Querying Plain Text Files

Nov 21, 2016

You can use Drill to access structured file types and plain text files (flat files), such as the following file types:

  • CSV files (comma-separated values)
  • TSV files (tab-separated values)
  • PSV files (pipe-separated values)

Follow these general guidelines for querying a plain text file:

  • Use a storage plugin that defines the file format, such as comma-separated (CSV) or tab-separated values (TSV), of the data in the plain text file.
  • In the SELECT statement, use the COLUMNS[n] syntax in lieu of column names, which do not exist in a plain text file. The first column is column 0.
  • In the FROM clause, use the path to the plain text file instead of using a table name. Enclose the path and file name in back ticks.

Make sure that your registered storage plugins recognize the appropriate file types and extensions. For example, the following configuration expects PSV files (files with a pipe delimiter) to have a tbl extension, not a psv extension. Drill returns a "file not found" error if references to files in queries do not match these conditions.

"formats": {
    "psv": {
      "type": "text",
      "extensions": [
        "tbl"
      ],
      "delimiter": "|"
    }

SELECT * FROM a CSV File

The first query selects rows from a .csv text file.

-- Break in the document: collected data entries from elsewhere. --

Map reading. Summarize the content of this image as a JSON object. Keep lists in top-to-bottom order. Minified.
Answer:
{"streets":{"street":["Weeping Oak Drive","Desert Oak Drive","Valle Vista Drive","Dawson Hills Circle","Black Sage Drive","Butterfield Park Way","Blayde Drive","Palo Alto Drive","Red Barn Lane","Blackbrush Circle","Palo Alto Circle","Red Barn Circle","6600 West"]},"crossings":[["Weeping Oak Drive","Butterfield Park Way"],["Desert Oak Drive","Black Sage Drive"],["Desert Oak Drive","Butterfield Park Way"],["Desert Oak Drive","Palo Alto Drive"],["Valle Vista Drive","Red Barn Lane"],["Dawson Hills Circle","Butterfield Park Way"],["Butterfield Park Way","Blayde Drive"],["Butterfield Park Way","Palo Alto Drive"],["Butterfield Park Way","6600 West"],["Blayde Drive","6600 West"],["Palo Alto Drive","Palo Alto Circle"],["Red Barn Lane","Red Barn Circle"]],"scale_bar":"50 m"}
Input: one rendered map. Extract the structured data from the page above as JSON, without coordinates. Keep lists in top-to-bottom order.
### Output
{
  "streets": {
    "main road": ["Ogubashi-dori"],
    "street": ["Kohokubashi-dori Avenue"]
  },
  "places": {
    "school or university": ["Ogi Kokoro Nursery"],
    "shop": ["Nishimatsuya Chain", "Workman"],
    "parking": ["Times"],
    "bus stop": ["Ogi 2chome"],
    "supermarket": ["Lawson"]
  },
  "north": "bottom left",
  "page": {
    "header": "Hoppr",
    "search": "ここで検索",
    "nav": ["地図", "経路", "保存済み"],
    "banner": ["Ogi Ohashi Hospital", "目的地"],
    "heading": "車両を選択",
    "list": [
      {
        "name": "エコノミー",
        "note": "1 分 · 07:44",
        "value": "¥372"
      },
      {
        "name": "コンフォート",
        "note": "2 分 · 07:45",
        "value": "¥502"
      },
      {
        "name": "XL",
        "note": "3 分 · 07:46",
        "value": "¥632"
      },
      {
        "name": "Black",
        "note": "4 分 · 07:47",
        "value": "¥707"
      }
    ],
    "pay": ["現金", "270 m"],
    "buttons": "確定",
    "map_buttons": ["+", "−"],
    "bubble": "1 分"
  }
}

The file contains seven records:

$ more plays.csv

1599,As You Like It
1601,Twelfth Night
1594,Comedy of Errors
1595,Romeo and Juliet
1596,The Merchant of Venice
1610,The Tempest
1599,Hamlet

Drill recognizes each row as an array of values and returns one column for each row.

0: jdbc:drill:zk=local> select * from dfs.`/Users/brumsby/drill/plays.csv`;

+-----------------------------------+
|              columns              |
+-----------------------------------+
| ["1599","As You Like It"]         |
| ["1601","Twelfth Night"]          |
| ["1594","Comedy of Errors"]       |
| ["1595","Romeo and Juliet"]       |
| ["1596","The Merchant of Venice"] |
| ["1610","The Tempest"]            |
| ["1599","Hamlet"]                 |
+-----------------------------------+
7 rows selected (0.089 seconds)

Columns[n] Syntax

You can use the COLUMNS[n] syntax in the SELECT list to return these CSV rows in a more readable, column by column, format. (This syntax uses a zero- based index, so the first column is column 0.)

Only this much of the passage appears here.